### YOUR TASK
Locate the line bearing "Bounding boxes for" in the material below, then reproduce it and each following line up to and including the line bearing "List all text".

### PROVIDED RECORDS
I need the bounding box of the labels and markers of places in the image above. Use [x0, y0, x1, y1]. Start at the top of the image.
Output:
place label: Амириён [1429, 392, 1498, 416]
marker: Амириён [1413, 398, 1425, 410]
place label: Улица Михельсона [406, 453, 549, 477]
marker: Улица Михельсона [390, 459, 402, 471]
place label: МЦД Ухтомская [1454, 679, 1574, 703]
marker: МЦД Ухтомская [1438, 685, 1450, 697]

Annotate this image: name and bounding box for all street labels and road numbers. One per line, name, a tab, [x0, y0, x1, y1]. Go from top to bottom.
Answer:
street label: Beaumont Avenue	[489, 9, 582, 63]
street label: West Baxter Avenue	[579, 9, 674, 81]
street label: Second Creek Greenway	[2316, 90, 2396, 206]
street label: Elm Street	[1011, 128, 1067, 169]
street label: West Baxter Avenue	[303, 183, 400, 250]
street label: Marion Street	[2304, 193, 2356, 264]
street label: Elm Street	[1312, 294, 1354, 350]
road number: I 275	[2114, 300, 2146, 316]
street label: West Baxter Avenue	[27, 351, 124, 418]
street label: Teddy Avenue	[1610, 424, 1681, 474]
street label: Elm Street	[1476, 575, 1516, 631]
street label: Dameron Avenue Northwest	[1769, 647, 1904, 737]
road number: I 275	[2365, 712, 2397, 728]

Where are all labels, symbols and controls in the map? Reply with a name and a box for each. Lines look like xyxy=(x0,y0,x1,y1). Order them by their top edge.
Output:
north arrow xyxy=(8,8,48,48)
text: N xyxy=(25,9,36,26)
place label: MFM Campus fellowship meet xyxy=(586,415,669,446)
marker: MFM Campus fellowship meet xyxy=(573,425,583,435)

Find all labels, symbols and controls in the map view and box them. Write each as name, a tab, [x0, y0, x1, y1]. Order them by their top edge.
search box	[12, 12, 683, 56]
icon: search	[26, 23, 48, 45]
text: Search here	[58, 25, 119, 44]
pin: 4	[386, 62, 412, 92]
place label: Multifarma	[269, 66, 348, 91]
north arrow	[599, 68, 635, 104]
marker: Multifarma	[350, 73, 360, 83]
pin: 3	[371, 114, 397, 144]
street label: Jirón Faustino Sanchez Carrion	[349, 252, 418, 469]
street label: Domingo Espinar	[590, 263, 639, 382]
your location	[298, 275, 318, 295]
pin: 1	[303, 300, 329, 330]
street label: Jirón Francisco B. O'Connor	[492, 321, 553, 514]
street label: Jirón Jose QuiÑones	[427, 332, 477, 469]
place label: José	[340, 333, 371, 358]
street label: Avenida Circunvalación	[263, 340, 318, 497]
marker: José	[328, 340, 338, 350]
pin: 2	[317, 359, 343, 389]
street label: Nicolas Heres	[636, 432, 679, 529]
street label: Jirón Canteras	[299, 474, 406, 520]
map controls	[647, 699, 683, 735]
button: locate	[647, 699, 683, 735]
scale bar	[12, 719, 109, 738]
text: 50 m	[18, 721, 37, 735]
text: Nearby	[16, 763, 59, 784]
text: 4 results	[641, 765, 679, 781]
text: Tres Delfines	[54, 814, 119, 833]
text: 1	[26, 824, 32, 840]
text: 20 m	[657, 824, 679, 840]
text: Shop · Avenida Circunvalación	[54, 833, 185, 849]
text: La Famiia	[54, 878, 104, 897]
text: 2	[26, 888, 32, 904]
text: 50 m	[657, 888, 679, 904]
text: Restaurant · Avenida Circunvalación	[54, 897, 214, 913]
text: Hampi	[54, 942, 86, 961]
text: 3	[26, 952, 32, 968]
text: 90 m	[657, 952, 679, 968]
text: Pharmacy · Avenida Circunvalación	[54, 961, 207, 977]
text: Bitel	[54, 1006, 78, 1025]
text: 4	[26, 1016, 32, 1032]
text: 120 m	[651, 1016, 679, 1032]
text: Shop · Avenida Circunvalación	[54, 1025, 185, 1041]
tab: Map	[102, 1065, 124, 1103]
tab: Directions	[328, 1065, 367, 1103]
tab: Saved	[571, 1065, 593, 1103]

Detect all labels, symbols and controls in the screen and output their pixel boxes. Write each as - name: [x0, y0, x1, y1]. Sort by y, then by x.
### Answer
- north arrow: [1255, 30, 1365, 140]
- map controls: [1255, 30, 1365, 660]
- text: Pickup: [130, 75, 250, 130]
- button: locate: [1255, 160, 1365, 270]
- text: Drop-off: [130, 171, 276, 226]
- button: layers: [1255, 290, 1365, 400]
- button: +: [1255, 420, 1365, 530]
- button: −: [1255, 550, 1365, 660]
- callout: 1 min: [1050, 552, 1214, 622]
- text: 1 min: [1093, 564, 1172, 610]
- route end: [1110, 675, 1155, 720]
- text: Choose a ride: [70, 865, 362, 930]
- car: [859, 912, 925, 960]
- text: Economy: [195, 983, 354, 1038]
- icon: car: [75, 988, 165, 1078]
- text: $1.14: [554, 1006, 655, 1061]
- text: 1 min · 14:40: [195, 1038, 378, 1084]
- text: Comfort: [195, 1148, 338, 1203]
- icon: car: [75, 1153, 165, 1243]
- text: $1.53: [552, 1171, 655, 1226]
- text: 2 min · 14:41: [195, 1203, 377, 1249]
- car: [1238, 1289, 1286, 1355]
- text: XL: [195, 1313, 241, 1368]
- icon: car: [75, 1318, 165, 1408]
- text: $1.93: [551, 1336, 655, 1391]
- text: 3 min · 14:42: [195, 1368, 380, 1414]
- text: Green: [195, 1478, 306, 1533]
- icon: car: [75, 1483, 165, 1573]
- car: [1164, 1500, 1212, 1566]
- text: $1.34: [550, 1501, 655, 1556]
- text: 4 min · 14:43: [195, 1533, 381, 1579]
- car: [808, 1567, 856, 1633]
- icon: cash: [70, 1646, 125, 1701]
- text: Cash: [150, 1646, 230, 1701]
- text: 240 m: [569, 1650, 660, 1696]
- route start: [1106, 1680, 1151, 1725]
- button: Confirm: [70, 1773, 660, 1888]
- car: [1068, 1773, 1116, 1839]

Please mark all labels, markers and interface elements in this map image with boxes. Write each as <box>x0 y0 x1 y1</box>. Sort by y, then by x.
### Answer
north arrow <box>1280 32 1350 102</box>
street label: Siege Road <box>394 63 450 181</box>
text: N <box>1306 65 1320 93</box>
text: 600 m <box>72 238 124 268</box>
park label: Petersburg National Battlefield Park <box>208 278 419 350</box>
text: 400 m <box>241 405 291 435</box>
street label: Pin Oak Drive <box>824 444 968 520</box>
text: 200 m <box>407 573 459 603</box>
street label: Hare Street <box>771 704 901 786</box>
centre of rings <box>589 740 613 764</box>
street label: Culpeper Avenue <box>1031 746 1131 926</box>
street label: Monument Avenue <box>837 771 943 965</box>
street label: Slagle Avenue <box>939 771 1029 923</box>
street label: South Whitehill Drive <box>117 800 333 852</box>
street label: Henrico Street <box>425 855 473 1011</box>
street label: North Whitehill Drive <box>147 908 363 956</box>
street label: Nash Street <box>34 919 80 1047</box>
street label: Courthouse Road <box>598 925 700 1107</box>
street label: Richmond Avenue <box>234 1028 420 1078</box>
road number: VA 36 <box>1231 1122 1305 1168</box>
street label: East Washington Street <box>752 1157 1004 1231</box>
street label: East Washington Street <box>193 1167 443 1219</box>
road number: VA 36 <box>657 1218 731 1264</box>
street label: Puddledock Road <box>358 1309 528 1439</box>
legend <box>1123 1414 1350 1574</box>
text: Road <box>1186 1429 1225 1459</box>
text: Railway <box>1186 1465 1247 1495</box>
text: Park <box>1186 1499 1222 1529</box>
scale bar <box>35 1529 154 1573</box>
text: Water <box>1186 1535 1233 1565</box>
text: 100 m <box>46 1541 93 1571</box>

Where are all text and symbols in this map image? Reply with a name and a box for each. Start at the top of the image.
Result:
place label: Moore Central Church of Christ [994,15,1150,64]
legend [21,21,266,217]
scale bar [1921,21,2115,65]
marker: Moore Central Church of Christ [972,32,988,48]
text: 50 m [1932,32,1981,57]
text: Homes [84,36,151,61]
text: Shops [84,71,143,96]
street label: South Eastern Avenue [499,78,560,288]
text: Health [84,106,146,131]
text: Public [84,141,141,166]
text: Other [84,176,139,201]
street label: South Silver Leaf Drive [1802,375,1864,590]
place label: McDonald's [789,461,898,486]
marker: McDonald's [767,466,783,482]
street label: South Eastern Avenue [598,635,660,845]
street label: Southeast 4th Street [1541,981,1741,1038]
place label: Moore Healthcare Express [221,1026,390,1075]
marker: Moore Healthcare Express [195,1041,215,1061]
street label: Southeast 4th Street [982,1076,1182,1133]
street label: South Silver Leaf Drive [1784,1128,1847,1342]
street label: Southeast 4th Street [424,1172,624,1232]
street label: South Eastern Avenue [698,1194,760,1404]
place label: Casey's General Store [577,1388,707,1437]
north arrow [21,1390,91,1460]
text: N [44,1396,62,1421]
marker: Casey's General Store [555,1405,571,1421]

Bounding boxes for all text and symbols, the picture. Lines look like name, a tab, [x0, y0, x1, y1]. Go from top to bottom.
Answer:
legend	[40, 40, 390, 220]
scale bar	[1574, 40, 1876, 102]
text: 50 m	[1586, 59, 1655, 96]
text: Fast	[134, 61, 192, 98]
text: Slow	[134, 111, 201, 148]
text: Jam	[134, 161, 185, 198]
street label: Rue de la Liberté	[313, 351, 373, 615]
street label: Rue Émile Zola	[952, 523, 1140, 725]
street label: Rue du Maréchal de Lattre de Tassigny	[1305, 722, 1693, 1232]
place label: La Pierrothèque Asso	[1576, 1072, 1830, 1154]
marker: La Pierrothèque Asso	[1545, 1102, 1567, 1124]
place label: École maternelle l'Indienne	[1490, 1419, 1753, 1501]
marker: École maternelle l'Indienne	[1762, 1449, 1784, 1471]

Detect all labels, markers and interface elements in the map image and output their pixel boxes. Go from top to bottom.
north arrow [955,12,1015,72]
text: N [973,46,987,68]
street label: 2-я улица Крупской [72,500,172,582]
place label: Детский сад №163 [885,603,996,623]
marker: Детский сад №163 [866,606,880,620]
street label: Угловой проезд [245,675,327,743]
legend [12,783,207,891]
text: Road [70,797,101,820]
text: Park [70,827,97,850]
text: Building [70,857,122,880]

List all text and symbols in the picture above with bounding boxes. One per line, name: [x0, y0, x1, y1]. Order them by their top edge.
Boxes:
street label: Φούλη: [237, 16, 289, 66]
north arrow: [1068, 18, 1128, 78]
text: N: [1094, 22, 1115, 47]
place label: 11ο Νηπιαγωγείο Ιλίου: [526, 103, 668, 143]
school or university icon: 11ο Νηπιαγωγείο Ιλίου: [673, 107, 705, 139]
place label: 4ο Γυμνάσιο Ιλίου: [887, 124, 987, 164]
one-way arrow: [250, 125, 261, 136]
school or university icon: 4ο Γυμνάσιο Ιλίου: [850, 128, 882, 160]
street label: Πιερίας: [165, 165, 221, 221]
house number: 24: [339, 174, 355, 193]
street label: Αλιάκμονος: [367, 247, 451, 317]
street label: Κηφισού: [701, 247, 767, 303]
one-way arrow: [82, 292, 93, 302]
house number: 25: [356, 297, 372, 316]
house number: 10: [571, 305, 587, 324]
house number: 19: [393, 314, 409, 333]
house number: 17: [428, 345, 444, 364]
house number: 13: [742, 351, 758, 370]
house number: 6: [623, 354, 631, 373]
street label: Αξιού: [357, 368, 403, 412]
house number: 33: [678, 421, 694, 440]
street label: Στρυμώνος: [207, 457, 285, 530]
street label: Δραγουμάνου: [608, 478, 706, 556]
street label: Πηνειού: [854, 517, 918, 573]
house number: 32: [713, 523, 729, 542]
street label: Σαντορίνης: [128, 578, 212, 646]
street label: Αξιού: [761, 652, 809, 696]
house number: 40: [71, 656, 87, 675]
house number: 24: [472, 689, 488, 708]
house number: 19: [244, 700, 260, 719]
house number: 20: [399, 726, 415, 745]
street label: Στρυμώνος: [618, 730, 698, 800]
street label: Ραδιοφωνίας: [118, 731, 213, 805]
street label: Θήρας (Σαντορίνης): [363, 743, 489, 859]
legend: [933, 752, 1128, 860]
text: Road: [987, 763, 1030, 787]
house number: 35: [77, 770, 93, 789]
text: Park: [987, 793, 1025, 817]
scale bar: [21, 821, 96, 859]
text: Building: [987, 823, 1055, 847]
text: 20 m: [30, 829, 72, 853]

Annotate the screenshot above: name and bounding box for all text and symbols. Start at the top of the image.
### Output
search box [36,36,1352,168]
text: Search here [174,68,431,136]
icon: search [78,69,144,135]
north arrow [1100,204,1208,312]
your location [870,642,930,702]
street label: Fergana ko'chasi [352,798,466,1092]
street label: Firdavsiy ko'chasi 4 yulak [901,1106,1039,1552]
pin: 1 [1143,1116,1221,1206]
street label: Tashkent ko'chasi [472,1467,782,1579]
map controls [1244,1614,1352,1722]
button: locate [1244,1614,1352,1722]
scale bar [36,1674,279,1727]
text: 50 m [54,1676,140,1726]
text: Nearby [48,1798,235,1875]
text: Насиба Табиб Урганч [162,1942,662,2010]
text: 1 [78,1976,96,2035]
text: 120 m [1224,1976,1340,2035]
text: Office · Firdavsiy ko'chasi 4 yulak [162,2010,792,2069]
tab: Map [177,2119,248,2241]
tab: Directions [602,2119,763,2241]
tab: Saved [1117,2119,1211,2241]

### RESPONSE TO THE TASK
Bounding boxes for all text and symbols, the picture. Lines look like name, a tab, [x0, y0, x1, y1]. Go from top to bottom.
Answer:
legend	[40, 40, 390, 220]
scale bar	[1574, 40, 1876, 102]
text: 50 m	[1586, 59, 1655, 96]
text: Fast	[134, 61, 192, 98]
text: Slow	[134, 111, 201, 148]
text: Jam	[134, 161, 185, 198]
street label: Rue de la Liberté	[313, 351, 373, 615]
street label: Rue Émile Zola	[952, 523, 1140, 725]
street label: Rue du Maréchal de Lattre de Tassigny	[1305, 722, 1693, 1232]
place label: La Pierrothèque Asso	[1576, 1072, 1830, 1154]
marker: La Pierrothèque Asso	[1545, 1102, 1567, 1124]
place label: École maternelle l'Indienne	[1490, 1419, 1753, 1501]
marker: École maternelle l'Indienne	[1762, 1449, 1784, 1471]

Detect all labels, markers and interface elements in the map image and output their pixel boxes. Go from top to bottom.
north arrow [955,12,1015,72]
text: N [973,46,987,68]
street label: 2-я улица Крупской [72,500,172,582]
place label: Детский сад №163 [885,603,996,623]
marker: Детский сад №163 [866,606,880,620]
street label: Угловой проезд [245,675,327,743]
legend [12,783,207,891]
text: Road [70,797,101,820]
text: Park [70,827,97,850]
text: Building [70,857,122,880]

List all text and symbols in the picture above with bounding boxes. One per line, name: [x0, y0, x1, y1]. Order them by their top edge.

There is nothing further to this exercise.